The key elements of the PHPA YAML defined above are:

  • The autoscaler is targeting our test application; identifying it by the fact it is a Deployment with the name php-apache:
scaleTargetRef:
  apiVersion: apps/v1
  kind: Deployment
  name: php-apache
  • The minimum and maximum replicas that the deployment can be autoscaled to are set to the range 0-10:
- name: minReplicas
  value: "1"
- name: maxReplicas
  value: "10"
  • The frequency that the autoscaler calculates a new target replica value is set to 10 seconds (10000 ms).
- name: interval
  value: "10000"
  • The downscale stabilization value for the autoscaler is set to 0, meaning it will only use the latest autoscaling target and will not pick the highest across a window of time. For more information around this check out the Custom Pod Autoscaler wiki.
- name: downscaleStabilization
  value: "0"
  • The actual autoscaling decisions are defined in the predictive config.
    • The model is configured as a linear regression model.
      • The linear regression is set to run every time the autoscaler is run (every interval), in this example it is every 10 seconds (perInterval: 1).
      • The linear regression is predicting 10 seconds into the future (lookAhead: 10000).
      • The linear regression uses a maximum of 6 previous target values for predicting (storedValues: 6).
    • The decisionType is set to be maximum, meaning that the target replicas will be set to whichever is higher between the calculated HPA value and the predicted model value.
    • The metrics defines the normal Horizontal Pod Autoscaler rules to apply for autoscaling, the results of which will have the models applied to for prediction.
      • The metric targeted is the CPU resource of the deployment.
      • The targeted value is that CPU utilization across the test application's containers should be 50%, if it goes too far above this there are not enough pods, and if it goes too far below this there are too many pods.
- name: predictiveConfig
  value: |
    models:
    - type: Linear
      name: LinearPrediction
      perInterval: 1
      linear:
        lookAhead: 10000
        storedValues: 6
    decisionType: "maximum"
    metrics:
    - type: Resource
      resource:
        name: cpu
        target:
          averageUtilization: 50
          type: Utilization

Now deploy the autoscaler to the K8s cluster by running:

kubectl apply -f phpa.yaml

You can check the autoscaler has been deployed by running:

kubectl get pods

Apply load and monitor the autoscaling process

You can monitor the autoscaling process by running:

kubectl logs simple-linear-example --follow

You can see the targets calculated by the HPA logic before the linear regression has been applied to them by querying the autoscaler's internal database:

kubectl exec -it simple-linear-example -- sqlite3 /store/predictive-horizontal-pod-autoscaler.db 'SELECT * FROM evaluation;'

You can increase the load by starting a new container, and looping to send a bunch of HTTP requests to our test application:

kubectl run -it --rm load-generator --image=busybox /bin/sh

To start making requests from this container, run:

while true; do wget -q -O- http://php-apache.default.svc.cluster.local; done

You can stop this request loop by hitting Ctrl+c.

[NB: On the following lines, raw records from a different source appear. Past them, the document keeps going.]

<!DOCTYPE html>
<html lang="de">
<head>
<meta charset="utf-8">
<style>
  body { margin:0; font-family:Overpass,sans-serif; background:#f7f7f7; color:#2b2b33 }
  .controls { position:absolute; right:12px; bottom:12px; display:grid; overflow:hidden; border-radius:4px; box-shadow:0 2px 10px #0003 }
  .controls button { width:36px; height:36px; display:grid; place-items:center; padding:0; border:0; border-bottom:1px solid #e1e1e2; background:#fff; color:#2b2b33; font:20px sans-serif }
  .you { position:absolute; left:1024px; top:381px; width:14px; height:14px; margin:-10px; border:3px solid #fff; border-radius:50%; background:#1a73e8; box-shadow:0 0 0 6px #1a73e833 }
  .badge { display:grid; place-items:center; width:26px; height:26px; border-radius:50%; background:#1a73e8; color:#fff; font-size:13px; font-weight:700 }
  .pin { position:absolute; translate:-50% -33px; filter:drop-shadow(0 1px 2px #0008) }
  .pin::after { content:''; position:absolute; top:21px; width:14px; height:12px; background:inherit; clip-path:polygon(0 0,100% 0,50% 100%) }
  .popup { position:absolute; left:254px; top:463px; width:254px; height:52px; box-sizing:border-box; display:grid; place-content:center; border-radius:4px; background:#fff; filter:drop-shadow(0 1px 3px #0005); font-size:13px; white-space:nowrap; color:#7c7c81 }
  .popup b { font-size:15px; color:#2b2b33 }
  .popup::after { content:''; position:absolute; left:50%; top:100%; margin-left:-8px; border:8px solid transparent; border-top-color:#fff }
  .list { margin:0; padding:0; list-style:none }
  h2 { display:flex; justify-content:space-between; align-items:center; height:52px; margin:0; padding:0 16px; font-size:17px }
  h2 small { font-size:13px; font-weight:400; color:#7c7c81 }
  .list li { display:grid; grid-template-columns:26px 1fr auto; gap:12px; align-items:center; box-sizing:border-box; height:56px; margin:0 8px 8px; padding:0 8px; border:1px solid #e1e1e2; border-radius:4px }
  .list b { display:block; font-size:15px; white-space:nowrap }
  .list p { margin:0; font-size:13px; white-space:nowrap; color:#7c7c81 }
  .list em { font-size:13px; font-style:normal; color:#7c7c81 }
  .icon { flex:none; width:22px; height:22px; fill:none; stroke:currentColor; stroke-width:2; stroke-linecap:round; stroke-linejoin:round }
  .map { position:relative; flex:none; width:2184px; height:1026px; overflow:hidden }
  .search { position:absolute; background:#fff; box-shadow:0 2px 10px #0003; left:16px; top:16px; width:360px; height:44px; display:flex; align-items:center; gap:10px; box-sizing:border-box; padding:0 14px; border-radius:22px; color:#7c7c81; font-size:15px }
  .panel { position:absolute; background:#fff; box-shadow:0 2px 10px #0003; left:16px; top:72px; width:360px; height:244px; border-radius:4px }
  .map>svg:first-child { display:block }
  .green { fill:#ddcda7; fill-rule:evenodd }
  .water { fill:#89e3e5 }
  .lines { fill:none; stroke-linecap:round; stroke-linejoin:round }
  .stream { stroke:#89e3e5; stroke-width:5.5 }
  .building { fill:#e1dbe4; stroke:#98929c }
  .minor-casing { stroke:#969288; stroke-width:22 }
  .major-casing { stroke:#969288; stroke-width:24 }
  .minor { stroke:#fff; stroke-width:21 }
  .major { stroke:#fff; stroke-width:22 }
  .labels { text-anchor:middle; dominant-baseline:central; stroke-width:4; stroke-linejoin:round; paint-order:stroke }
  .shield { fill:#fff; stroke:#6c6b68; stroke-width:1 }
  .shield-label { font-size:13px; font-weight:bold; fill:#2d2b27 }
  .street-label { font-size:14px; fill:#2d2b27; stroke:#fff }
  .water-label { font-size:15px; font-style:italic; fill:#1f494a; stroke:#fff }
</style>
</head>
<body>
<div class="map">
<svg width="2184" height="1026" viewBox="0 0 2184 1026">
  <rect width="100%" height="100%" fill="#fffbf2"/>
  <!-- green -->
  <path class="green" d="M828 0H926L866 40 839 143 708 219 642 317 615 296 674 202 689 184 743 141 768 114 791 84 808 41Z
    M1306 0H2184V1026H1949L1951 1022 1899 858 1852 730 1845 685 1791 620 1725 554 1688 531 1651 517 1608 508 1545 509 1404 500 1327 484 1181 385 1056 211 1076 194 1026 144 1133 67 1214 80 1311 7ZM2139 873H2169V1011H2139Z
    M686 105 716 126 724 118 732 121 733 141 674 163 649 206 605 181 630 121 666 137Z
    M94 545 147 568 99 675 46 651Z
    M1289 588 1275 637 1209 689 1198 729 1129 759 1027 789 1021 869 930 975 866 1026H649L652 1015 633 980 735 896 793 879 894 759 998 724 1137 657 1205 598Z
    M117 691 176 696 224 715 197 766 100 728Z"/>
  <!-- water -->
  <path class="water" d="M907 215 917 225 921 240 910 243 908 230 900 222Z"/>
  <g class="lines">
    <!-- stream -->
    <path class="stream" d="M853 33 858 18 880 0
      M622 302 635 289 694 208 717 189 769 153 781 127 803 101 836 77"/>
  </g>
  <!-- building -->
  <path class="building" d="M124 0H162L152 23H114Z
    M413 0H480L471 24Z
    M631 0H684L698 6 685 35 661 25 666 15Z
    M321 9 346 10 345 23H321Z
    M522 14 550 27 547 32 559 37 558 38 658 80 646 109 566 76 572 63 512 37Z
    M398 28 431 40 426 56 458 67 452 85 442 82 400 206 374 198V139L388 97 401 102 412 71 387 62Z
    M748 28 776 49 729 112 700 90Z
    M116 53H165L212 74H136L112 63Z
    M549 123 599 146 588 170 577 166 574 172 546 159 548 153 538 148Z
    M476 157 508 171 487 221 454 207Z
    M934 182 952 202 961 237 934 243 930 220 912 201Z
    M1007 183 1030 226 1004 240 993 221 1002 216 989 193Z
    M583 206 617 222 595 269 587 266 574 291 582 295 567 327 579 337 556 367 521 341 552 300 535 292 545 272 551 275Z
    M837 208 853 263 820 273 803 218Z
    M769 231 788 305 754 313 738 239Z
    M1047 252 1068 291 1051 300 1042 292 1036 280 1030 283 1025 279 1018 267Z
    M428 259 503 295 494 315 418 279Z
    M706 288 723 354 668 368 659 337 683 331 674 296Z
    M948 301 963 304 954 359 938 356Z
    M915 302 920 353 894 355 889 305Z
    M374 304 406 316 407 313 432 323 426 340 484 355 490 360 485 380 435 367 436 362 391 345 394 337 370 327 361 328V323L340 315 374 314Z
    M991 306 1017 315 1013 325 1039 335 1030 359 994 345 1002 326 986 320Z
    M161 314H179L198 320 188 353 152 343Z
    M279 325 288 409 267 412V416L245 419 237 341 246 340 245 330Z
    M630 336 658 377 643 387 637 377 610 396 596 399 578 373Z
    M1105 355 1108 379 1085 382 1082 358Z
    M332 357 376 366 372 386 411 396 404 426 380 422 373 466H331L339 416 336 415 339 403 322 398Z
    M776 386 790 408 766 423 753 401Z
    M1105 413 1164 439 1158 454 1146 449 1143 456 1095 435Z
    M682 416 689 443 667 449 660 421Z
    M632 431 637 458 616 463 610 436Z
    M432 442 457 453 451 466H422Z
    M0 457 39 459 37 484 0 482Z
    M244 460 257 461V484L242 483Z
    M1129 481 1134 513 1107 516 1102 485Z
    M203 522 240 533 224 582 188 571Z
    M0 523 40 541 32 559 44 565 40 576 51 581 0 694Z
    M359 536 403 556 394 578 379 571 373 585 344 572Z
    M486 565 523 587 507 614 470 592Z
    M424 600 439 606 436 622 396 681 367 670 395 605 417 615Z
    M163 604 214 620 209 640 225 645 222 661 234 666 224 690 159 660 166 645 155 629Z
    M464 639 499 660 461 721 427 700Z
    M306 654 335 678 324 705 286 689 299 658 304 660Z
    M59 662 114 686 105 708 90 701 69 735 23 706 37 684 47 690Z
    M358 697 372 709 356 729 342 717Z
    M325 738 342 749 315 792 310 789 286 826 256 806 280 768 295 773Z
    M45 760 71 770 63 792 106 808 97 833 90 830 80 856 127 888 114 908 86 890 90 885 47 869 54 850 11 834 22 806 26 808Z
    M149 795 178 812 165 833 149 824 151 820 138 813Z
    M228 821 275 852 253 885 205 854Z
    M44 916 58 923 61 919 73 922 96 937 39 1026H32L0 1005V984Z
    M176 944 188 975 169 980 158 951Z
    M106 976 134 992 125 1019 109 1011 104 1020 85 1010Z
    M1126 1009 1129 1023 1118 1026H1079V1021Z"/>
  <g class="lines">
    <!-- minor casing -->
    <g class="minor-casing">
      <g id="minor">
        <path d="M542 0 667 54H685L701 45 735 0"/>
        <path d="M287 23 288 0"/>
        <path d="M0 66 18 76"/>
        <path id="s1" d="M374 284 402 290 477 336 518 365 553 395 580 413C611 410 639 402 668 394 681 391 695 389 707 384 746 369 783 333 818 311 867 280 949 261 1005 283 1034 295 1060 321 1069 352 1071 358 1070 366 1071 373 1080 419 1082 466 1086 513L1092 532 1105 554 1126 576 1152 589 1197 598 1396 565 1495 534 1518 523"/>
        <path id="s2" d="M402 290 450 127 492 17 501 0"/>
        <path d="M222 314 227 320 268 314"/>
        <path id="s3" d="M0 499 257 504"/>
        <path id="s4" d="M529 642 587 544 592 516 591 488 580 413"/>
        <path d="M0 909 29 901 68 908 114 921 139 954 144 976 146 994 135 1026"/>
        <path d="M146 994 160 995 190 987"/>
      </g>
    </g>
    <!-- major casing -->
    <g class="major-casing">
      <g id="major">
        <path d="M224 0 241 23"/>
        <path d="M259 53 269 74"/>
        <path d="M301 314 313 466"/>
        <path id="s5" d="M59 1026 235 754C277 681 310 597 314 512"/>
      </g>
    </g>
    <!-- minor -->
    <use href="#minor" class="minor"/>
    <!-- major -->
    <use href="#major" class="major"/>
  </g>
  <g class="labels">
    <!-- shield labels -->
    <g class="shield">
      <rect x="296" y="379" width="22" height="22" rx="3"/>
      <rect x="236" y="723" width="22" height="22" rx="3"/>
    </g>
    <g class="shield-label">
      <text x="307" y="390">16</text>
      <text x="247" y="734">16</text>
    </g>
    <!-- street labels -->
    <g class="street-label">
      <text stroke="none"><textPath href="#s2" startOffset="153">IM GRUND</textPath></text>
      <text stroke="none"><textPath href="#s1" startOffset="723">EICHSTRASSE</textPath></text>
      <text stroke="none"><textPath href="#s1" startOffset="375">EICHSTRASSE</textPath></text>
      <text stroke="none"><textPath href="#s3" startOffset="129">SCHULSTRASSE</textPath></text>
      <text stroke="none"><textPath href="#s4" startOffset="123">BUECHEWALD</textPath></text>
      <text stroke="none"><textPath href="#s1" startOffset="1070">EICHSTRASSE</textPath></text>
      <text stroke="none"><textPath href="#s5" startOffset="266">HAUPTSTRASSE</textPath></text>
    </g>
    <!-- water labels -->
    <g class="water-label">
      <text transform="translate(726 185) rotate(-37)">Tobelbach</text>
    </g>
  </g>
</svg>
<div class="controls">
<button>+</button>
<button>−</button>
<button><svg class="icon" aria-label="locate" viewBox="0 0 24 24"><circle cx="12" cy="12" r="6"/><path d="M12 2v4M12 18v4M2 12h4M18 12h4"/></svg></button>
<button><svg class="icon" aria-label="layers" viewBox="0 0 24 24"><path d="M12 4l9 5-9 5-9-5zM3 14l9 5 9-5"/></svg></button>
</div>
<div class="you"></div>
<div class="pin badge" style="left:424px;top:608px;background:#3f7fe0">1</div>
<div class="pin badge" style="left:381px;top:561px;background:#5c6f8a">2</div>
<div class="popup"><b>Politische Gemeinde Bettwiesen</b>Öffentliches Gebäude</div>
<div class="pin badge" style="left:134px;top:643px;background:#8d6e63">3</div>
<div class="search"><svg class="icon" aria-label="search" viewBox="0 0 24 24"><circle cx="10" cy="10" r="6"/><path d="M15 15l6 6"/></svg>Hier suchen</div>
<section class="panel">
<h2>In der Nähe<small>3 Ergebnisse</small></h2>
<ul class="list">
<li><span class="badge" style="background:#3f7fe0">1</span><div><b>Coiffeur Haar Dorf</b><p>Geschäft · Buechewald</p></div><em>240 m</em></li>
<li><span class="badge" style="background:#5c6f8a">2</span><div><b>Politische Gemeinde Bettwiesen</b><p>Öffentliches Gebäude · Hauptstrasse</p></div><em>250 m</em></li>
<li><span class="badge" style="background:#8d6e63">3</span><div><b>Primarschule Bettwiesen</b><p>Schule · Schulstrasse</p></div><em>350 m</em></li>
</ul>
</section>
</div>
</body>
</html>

Try and start increasing the load, then stopping, you should be able to see a difference between the calculated HPA values and the target values predicted by the linear regression.

Delete the cluster and clean up

Once you have finished testing the autoscaler, you can clean up any K8s resources by running:

HELM_CHART=custom-pod-autoscaler-operator
kubectl delete -f deployment.yaml
kubectl delete -f phpa.yaml
helm uninstall ${HELM_CHART}

If you are using k3d you can clean up the entire cluster by running:

k3d cluster delete phpa-test-cluster

Conclusion

This guide is intended to provide a simple walkthrough of how to install and use the PHPA, the concepts outlined here can be used to deploy autoscalers with different predictive models. Check out the examples in the project Git repository to see more samples.